De plus en plus, des enseignant(e)s qui parlent publiquement de la politique gouvernementale dans l’enseignement sont convoqué(e)s et sanctionné(e)s (parce qu’un(e) enseignant(e), convoqué(e) par la haute hiérarchie, aura obligatoirement une conséquence sur sa carrière et sa fonction, ce qui constitue une sanction).

L’argument est important : le gouvernement invoque le devoir de réserve des fonctionnaires, dont la portée varie d’ailleurs en fonction de la place occupée par les intéressés dans la hiérarchie administrative, mais oublie de souligner que cette obligation, fixée essentiellement par la jurisprudence, est subordonnée au principe fondamental de libertés d’opinion des agents publics posé par l’article 6 de la loi du 13 juillet 1983 portant droits et obligations des fonctionnaires.

Ce devoir de réserve s’applique surtout aux fonctionnaires d’autorité comme les préfets et autres dignitaires en uniforme. Mais quand ceux-ci participent à des cérémonies religieuses, comme pour la « sainte-Geneviève, patron des gendarmes », le gouvernement n’a rien à y redire. En utilisant cet argument, le gouvernement avoue le rôle qu’il veut confier aux enseignant(e)s et rendre obligatoire le port de l’uniforme moral. En 1961, au moment du Manifeste des 121 contre la guerre coloniale en Algérie, Pierre Vidal-Naquet avait été suspendu et Laurent Schwartz révoqué. Qui va être suspendu ? Qui va être révoqué ?
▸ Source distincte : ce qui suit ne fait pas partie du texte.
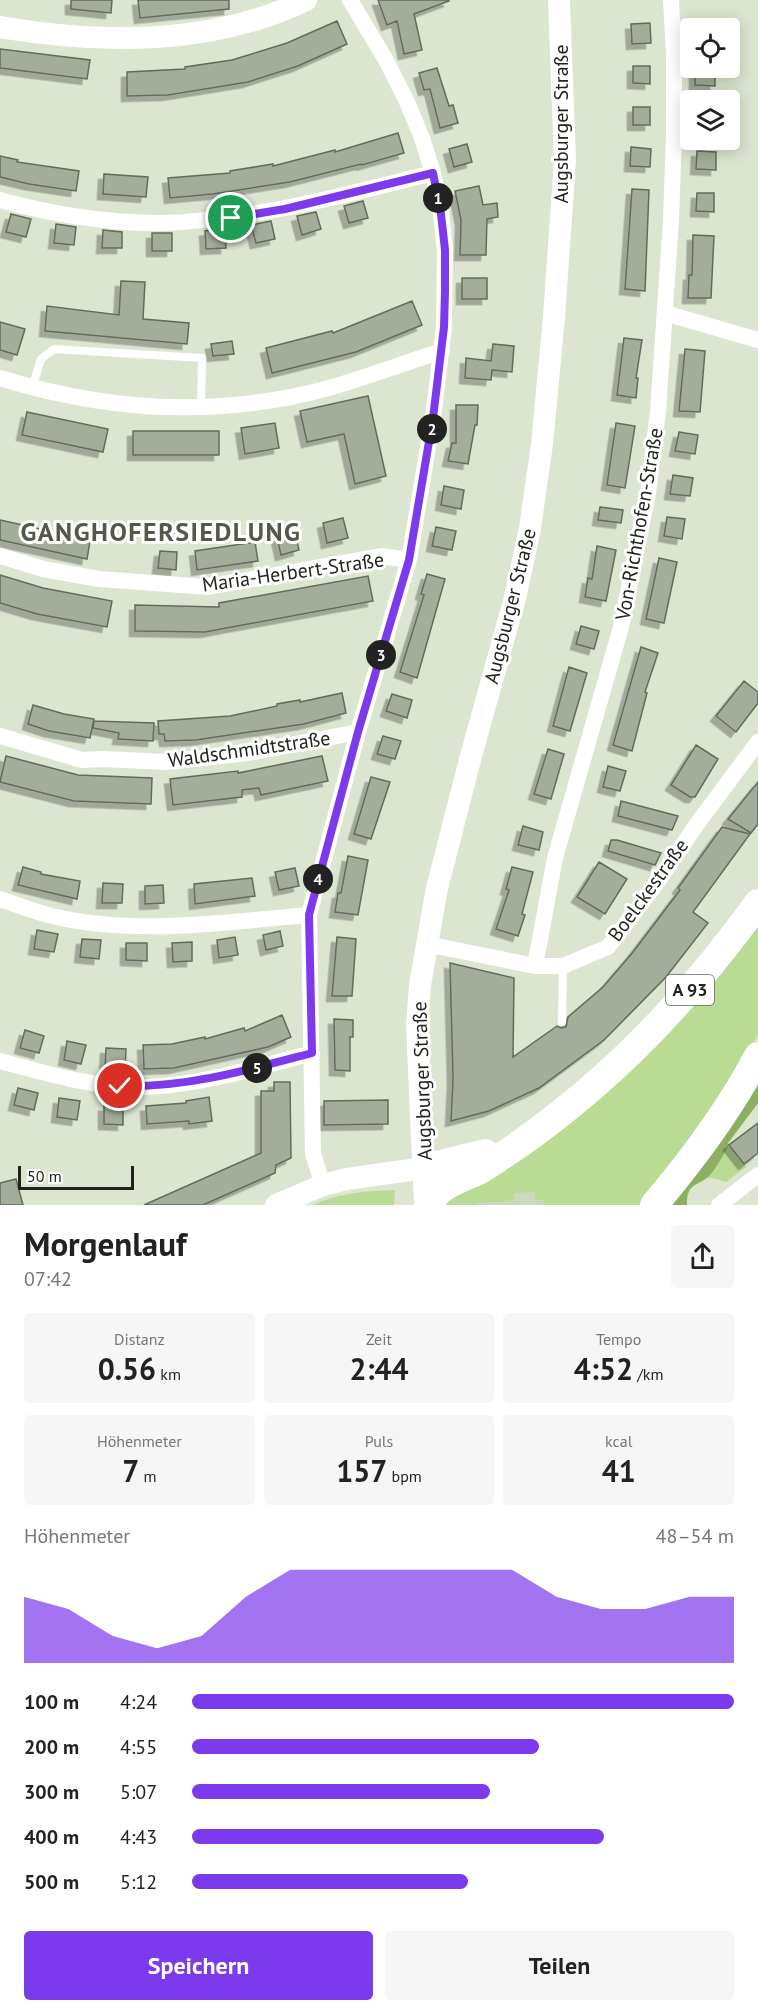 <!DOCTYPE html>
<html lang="de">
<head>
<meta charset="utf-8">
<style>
	body { margin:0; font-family:"PT Sans",sans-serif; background:#f6f6f6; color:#222; height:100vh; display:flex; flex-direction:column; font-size:22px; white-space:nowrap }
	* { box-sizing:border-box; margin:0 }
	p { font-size:20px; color:#767676 }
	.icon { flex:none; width:33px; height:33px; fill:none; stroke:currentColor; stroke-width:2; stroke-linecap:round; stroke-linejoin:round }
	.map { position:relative; height:1205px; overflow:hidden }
	.side { display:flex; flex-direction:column; background:#fff; flex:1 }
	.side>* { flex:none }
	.buttons { position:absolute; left:680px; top:18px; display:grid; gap:12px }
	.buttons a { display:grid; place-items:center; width:60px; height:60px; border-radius:6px; background:#fff; box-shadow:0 3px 15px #0003; font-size:30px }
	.scale { position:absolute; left:18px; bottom:15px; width:116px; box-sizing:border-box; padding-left:6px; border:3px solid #20241c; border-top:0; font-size:16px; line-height:21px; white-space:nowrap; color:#20241c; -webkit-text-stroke:4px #fff; paint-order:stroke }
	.pin { position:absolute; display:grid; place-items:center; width:51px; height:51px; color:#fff; margin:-26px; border:3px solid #fff; border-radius:50%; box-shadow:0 2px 6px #0007 }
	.km { position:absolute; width:30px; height:30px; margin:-15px; border-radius:50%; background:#222; color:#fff; font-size:16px; line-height:30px; text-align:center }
	.round { display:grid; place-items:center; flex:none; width:63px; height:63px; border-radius:6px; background:#f6f6f6 }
	.head { display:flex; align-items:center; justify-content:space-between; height:102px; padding:0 24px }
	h1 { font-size:33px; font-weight:600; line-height:45px }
	.stats { display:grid; grid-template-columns:repeat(3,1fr); gap:9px; height:102px; padding:6px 24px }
	.stats div { display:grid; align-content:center; border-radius:6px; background:#f6f6f6; text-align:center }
	.stats b { font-size:30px; font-weight:600 }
	.stats small { font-size:16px; font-weight:400 }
	.stats p { font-size:16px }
	.chart { height:168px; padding:12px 24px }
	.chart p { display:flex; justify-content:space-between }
	.chart svg { width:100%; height:108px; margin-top:6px; fill:#7c3aed; opacity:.7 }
	.cta { display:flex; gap:12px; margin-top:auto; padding:12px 24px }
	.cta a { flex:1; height:69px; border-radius:6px; background:#7c3aed; color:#fff; font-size:24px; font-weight:600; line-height:69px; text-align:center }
	.cta a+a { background:#f6f6f6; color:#222 }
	ul { padding:0 24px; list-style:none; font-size:20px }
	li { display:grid; grid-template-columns:96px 72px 1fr; align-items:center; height:45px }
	li i { height:15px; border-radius:8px; background:#7c3aed }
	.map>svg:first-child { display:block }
</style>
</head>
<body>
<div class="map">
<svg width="758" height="1205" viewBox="0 0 758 1205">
	<defs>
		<filter id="shadow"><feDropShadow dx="-5.5" dy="5.5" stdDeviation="0" flood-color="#0004"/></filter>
	</defs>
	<rect width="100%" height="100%" fill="#dbe5d0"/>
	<path fill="#ccd9bf" d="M562 1184 565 1205H440L443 1194Z"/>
	<path fill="#badb94" d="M758 921V1034L749 1052 644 1205H544L543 1200H535V1192L514 1193V1201L478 1203 475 1205H447L451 1190 482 1177Z
		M758 1103 728 1143 746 1167 726 1182C721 1181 716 1178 711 1178 696 1177 686 1192 687 1205H668Z
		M395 1190 394 1205H312C339 1193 366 1191 395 1190Z"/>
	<path fill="#8caf62" d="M758 1075V1103L728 1143 729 1145C723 1155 716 1169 708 1177 696 1187 686 1183 687 1205H668Z"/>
	<path fill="#a3ad99" stroke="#636c5a" stroke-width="1.5" filter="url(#shadow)" d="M71 0H112L111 13 71 9Z
		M138 0H229V9L140 18Z
		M378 0H448L449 1 414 14 422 50 404 54 397 21 387 25Z
		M337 21 347 44 298 66 248 82 168 95 127 96V72L185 69V67L232 60 287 43Z
		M650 23 651 43 632 44 631 24Z
		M0 49 90 60 87 79 0 68Z
		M633 66H650V84L633 83Z
		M437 68 449 106 453 105 458 123 440 128 430 89 424 90 419 73Z
		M695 68H715V86L695 85Z
		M633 107H650V125H633Z
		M398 133 404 153 362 165 361 164 290 182 213 194 170 198 168 178 230 173V171L273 164V166L335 150V152Z
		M467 144 472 162 454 167 449 149Z
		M631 147 651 149 650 167 630 166Z
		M697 151 716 152V170L696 169Z
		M0 156 18 160 17 162 79 171 76 191 29 184 0 177Z
		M104 174 148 177 146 197 103 194Z
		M479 186 483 205 497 203 498 217 487 219 486 255H460L461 220 455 191Z
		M632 189 649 190 645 291 625 289Z
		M697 193H714V212L696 211Z
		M363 201 368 218 349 223 344 206Z
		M316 212 321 229 302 235 297 216Z
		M11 214 31 219 26 237 6 232Z
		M271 221 275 239 256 243 251 225Z
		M56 224 76 227 74 245 54 243Z
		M225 228 226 248 206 249 205 231Z
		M103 230 122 232V248H102Z
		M152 233H172V251H152Z
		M693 235 714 236 711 298H688L689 275H692Z
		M462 278H487V299H462Z
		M121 281 145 282 143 319 189 323 187 344 45 331 47 306 119 315Z
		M412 301 422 325 356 352 272 373 266 348 332 331 333 333Z
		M0 322 25 329 17 355 0 350Z
		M624 338 642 340 636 378H638L636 398 617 395Z
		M232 341 234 354 213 356 211 344Z
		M493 344 514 346 512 372 492 370 491 380 465 378 466 358 491 361Z
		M685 349 705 351 700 412 679 411Z
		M368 396 386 476 355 484 344 434 307 442 300 411Z
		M456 405H478L477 425H475L468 464 448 461 452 443H456Z
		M27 412 108 429 103 452 22 435Z
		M275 423 279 448 245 454 241 428Z
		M616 423 635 426 625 488 607 485Z
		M133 431H219V455H133Z
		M679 432 698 435 695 454 675 451Z
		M673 475 693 478 690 496 670 494Z
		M444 486 464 490 461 509 441 505Z
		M600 507 623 510 621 523 598 520Z
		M667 517 685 519 682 539 664 536Z
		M343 518 348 538 327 543 323 523Z
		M0 520 50 531V534L90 541 87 559 0 540Z
		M436 527 456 531 452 550 432 546Z
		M295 533 299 550 281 555 277 537Z
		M255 542 258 561 197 570 195 551Z
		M597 546 616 550 606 601 585 597 588 578 592 579Z
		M160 551 177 552 176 570 158 568Z
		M659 558 677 562 664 623 646 619Z
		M427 574 445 579 417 678 400 672 424 595 421 594Z
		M0 575 43 588 112 601 107 627 37 614 0 603Z
		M368 576 373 601 205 632 135 631V605L219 607V603Z
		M581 626 599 631 594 649 576 644Z
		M641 647 658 653 645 692 647 693 632 751 613 745Z
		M569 667 587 673 570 731 553 726Z
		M744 681 758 692V703L736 732 716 716Z
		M342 693 346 713 304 724 196 740 165 741 164 734H159L158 721 230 716 277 706V704L300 700V702Z
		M392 694 412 700 407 718 386 711Z
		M33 705 64 714 94 719 90 738 49 731 28 724Z
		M94 721 154 723 153 741 118 739 119 733 93 728Z
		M383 736 401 741 395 759 377 754Z
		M696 745 718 759 695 797H690L671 785Z
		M548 749 564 754 551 799 534 794Z
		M6 756 78 775 152 778 151 804 74 801 0 782Z
		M322 756 328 781 261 795 259 788 242 790V797L173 805 170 779 238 771V773Z
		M608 766 626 771 620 791 603 787Z
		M371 777 390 782 371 839 354 834Z
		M758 782V824L751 833 728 819Z
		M621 801 678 816 672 830 618 816Z
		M523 826 543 832 539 850 518 845Z
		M722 827 750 834 693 912 708 923 666 977 604 1040 539 1088 489 1111 451 1121 453 1079 450 963 514 978 513 1057 557 1026 561 1028 566 1027 568 1017 603 987 633 952 680 890 678 888Z
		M611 840H617L661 853 655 865 608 851Z
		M348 856 368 860 358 915 335 912 338 893H341Z
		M599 862 627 879 605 914 577 897Z
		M23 867 41 872V874L80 881 77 899 18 885Z
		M512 867 533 872 522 914 525 915 518 936 496 929 509 890 506 889Z
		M295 868 299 886 279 890 275 872Z
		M252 878 255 896 195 904 194 884Z
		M103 883 123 884 122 903H102Z
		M163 885 164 903 145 904V886Z
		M37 930 58 934 54 952 34 949Z
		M280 931 283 946 266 950 263 935Z
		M235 937 238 955 219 958 217 940Z
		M337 937 356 939 352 996H332Z
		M82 939 101 940 99 959 80 957Z
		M192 942V961L173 962 172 943Z
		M126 943H147V961L126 960Z
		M282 1015 291 1037 268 1047 174 1068 144 1069 143 1045 172 1044 205 1037V1039L244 1028 245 1031Z
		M334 1019 353 1020V1037H350V1071L335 1070Z
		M25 1030 44 1036 39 1053 20 1048Z
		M67 1041 86 1045 81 1064 64 1060Z
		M106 1048 126 1049 125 1069 105 1067Z
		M274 1082H290L291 1158 276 1165 275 1173 203 1205H144L261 1153V1091H274Z
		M18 1088 38 1093 34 1110 14 1105Z
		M209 1097 212 1121 189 1124V1121L147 1124 146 1106 186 1103V1101Z
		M59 1098 80 1101 77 1120 57 1117Z
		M388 1100V1124L324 1125V1101Z
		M104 1106H123V1125L104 1124Z
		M758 1123V1153L744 1164 729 1145Z
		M16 1179 23 1205H0V1183Z"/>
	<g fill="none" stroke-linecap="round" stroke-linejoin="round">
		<path stroke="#fff" stroke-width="8" d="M32 388 41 359 54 349 202 358 201 407
			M562 1022 563 966"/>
		<path stroke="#fff" stroke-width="16" d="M0 200C49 214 107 223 159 223 252 221 343 195 433 173
			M665 313 758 340
			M0 378C109 412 218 418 329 388 367 377 404 363 442 351
			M0 556 43 569 99 579 208 587 381 556 409 560
			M0 736 82 760 103 759 166 762 248 753 358 732
			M0 899C17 905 35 912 52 916 136 936 224 922 309 915
			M426 944 535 966H563L608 947 656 884 697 824 758 742
			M535 966 555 858 621 627 648 493 658 412 671 220 674 135V54L671 0
			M0 1061C48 1074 99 1089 149 1087 205 1084 259 1067 312 1053
			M323 1185 313 1154 309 915 358 732 409 560 433 418 444 327 445 250 441 214 433 173 422 138 407 102 387 62 350 0
			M719 1205 758 1175"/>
		<path stroke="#fff" stroke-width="22" d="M0 27C102 44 211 46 306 0
			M276 1205 323 1185 347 1179 424 1168
			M425 1205 417 1025 420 985 437 888 471 756 516 594 530 528 542 444 554 317 565 161 559 0"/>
		<path stroke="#fff" stroke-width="28" d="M424 1168 485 1153
			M428 1205C438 1185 461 1179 480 1170 490 1164 500 1157 511 1150 611 1081 687 1001 758 903
			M654 1205C693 1159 730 1109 758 1056"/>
	</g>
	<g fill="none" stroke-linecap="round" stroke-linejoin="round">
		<defs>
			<path id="route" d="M120 1086C186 1088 248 1070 312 1053L309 915 358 732 409 560 433 418 444 327 445 292V250L441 214 433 173 285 209 231 218"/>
		</defs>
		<use href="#route" stroke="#fff" stroke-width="12"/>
		<use href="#route" stroke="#7c3aed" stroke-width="8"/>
	</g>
	<g text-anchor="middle" stroke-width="6" stroke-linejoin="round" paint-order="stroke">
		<rect fill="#fff" stroke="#636660" stroke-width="1.5" x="666" y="975" width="48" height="30" rx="4.5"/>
		<g font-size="18" font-weight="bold" fill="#20241c">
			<text x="690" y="996">A 93</text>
		</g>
		<g font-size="20" fill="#20241c" stroke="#fff">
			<text transform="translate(561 124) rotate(-90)" y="7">Augsburger Straße</text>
			<text transform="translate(639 524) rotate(-80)" y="7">Von-Richthofen-Straße</text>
			<text transform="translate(293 572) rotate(-8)" y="7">Maria-Herbert-Straße</text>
			<text transform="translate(510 606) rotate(-76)" y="7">Augsburger Straße</text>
			<text transform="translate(249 749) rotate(-8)" y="7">Waldschmidtstraße</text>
			<text transform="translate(648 890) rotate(-54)" y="7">Boelckestraße</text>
			<text transform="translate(422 1081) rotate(-92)" y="7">Augsburger Straße</text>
		</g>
		<g font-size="26" font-weight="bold" letter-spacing="1.5" fill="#515a48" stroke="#fff">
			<text x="161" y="541">GANGHOFERSIEDLUNG</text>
		</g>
	</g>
</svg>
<div class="buttons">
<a><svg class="icon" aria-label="locate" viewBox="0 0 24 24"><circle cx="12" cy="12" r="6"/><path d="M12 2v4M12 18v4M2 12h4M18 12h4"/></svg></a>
<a><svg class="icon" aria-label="layers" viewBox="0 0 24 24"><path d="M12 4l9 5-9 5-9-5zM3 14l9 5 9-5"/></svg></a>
</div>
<div class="scale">50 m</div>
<div class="pin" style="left:231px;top:218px;background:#1e9e55"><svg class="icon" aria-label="arrive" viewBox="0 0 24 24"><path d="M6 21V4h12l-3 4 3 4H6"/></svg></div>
<div class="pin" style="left:120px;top:1086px;background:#d93025"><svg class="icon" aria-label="check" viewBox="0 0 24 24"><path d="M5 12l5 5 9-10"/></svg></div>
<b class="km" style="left:438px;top:198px">1</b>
<b class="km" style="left:432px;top:429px">2</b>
<b class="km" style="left:381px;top:655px">3</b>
<b class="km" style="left:318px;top:879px">4</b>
<b class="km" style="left:257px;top:1068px">5</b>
</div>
<section class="side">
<div class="head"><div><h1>Morgenlauf</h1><p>07:42</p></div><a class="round"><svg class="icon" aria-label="share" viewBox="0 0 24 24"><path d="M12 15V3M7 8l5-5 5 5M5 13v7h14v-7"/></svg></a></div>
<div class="stats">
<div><p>Distanz</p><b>0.56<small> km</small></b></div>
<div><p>Zeit</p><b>2:44</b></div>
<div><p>Tempo</p><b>4:52<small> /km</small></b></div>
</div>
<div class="stats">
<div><p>Höhenmeter</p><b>7<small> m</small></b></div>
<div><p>Puls</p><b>157<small> bpm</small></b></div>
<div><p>kcal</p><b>41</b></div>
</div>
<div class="chart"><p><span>Höhenmeter</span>48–54 m</p>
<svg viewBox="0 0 160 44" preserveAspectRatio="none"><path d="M0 44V17L10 22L20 33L30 38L40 33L50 17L60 6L70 6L80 6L90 6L100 6L110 6L120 17L130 22L140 22L150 17L160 17V44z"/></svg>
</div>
<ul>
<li><b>100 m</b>4:24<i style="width:100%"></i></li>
<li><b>200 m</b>4:55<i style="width:64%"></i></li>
<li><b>300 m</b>5:07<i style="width:55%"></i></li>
<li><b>400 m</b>4:43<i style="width:76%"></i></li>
<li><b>500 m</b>5:12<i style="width:51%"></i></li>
</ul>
<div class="cta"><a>Speichern</a><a>Teilen</a></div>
</section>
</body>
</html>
Clarisse Taron, au nom du Syndicat de la Magistrature, résume le texte de loi voté contre le droit à manifester, loi visant essentiellement les salarié-e-s et leurs organisations : « Certaines mesures sont prises sans l’intervention d’un juge, et certaines restrictions sont prises à l’encontre de personnes en raison de supposées pensées qu’elles auraient, ce qui me paraît dangereux ». Cette loi cible ceux dont le visage sera « partiellement masqué ». Des lunettes teintées ? Un chapeau ? Un pansement sur la joue en sortant de chez le dentiste ? Une perruque trop longue ?

La liberté est entière et pour tous, ou elle n’est pas

La liste est obligatoirement incomplète ? mais elle suffit déjà. Chaque menace en elle-même ou chaque fait en lui-même peut sembler grave ou secondaire, mais, assemblés, ils ressemblent à des liens multiples et entrecroisés avec lesquels on attrape les animaux sauvages pour les dompter. Répétons-le, la liste est incomplète et chacun la complètera à son gré.

La question est : sommes-nous libres ?

Si vous ne marchez pas dans le rang, si vous ne courbez pas l’échine, vous êtes « complotiste », « communautariste », « climato-sceptique », « populiste », « poujadiste », « révisionniste », « chemises brunes », « munichois » et, bien évidemment, même si cela n’a aucun rapport avec le sujet, surtout si cela n’a aucun rapport avec le sujet, « antisémite ».

L’essentiel n’est pas d’argumenter mais de stigmatiser, de condamner et, pour être sûr que le condamné ne puisse parler, de le réduire au silence, de le noyer sous un déluge d’accusations. Pour faire croire à une « opinion publique », le gouvernement utilise par milliers et milliers les faux comptes sur les réseaux sociaux. Et, « en même temps », il condamne les pratiques qu’il met en œuvre. En un mot, une camisole de force est passée sur la pensée, c’est-à-dire sur le droit de réfléchir par soi-même, de ne pas être d’accord, de le dire, de le faire savoir, de dialoguer, d’écouter, d’argumenter.

Dans cette logique, le Congrès national de la Libre Pensée se prononce pour l’abrogation des lois liberticides, notamment celle sur l’Etat d’urgence et celle contre le droit de manifester qui alimentent ce climat général.

Le Congrès national de la Libre Pensée s’adresse solennellement à toutes celles et à tous ceux pour qui la liberté n’est pas un vain mot, aux associations, aux syndicats, aux partis :

Il faut défendre la liberté de conscience, la liberté d’expression, la liberté d’organisation, la liberté de manifestation !

La Libre Pensée prendra toute sa place dans ce combat. Il doit être le combat de toutes et de tous.